### WORK TO BE COMPLETED
Which lines in the records below hold the word "Bowl"? Copy each of them.

### DATASET RECORDS
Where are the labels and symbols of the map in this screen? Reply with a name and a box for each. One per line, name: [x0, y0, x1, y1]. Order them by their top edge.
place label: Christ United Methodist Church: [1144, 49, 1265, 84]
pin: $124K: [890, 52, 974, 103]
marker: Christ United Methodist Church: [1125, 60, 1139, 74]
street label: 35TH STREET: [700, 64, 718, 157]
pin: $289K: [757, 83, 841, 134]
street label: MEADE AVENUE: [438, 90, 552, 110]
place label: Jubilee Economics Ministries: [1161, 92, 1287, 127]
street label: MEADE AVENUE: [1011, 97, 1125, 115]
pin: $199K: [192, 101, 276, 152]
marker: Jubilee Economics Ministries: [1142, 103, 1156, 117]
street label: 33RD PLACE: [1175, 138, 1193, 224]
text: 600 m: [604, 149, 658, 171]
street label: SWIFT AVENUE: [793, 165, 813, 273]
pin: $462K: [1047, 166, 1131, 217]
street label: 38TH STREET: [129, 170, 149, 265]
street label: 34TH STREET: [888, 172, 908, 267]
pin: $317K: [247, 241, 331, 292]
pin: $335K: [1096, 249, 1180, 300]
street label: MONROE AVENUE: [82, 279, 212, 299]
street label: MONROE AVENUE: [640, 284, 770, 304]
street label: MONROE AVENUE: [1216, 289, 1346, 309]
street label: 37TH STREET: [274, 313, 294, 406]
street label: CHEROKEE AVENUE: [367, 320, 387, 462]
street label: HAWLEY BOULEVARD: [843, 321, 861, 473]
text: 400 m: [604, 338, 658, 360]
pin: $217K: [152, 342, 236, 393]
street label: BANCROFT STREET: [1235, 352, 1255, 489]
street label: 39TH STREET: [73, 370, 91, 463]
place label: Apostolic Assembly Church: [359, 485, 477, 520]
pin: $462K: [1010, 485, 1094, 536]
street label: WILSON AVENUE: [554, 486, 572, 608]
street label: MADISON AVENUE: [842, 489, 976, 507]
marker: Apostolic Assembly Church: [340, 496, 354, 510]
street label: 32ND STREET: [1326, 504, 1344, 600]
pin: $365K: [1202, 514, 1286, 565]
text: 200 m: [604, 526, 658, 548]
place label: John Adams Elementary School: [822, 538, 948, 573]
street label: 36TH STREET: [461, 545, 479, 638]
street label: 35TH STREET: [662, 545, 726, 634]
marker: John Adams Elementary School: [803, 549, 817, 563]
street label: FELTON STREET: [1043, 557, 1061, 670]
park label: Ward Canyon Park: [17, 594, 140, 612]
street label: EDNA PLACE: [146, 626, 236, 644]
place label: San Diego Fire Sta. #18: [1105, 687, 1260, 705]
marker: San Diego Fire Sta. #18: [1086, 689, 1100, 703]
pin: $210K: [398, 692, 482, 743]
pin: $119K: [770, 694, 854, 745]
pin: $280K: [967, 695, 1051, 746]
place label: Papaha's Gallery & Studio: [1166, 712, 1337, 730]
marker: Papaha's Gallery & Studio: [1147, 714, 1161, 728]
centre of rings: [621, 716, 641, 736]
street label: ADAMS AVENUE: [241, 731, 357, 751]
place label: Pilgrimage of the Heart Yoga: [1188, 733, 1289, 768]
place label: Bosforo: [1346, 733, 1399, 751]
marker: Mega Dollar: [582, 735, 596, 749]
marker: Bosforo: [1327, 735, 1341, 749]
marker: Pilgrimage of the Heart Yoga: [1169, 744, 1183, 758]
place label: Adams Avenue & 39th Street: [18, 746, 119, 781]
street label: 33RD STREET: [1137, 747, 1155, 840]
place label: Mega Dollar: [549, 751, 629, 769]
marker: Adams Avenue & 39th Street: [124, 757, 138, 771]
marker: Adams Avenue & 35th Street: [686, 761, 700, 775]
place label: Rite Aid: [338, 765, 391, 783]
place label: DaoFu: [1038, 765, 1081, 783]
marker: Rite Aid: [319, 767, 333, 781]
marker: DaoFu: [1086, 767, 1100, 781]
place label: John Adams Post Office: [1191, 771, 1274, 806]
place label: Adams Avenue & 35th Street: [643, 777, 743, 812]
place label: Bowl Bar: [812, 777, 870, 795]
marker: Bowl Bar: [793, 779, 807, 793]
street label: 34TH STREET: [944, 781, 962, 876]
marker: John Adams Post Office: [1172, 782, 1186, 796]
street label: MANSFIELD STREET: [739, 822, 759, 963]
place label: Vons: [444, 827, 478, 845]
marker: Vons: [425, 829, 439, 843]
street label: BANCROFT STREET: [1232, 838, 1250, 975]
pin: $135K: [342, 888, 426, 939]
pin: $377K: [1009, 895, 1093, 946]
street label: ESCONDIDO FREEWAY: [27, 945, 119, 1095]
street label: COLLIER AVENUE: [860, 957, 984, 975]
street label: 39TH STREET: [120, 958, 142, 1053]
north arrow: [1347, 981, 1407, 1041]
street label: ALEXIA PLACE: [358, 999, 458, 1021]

### TASK RESPONSE
place label: Bowl Bar: [812, 777, 870, 795]
marker: Bowl Bar: [793, 779, 807, 793]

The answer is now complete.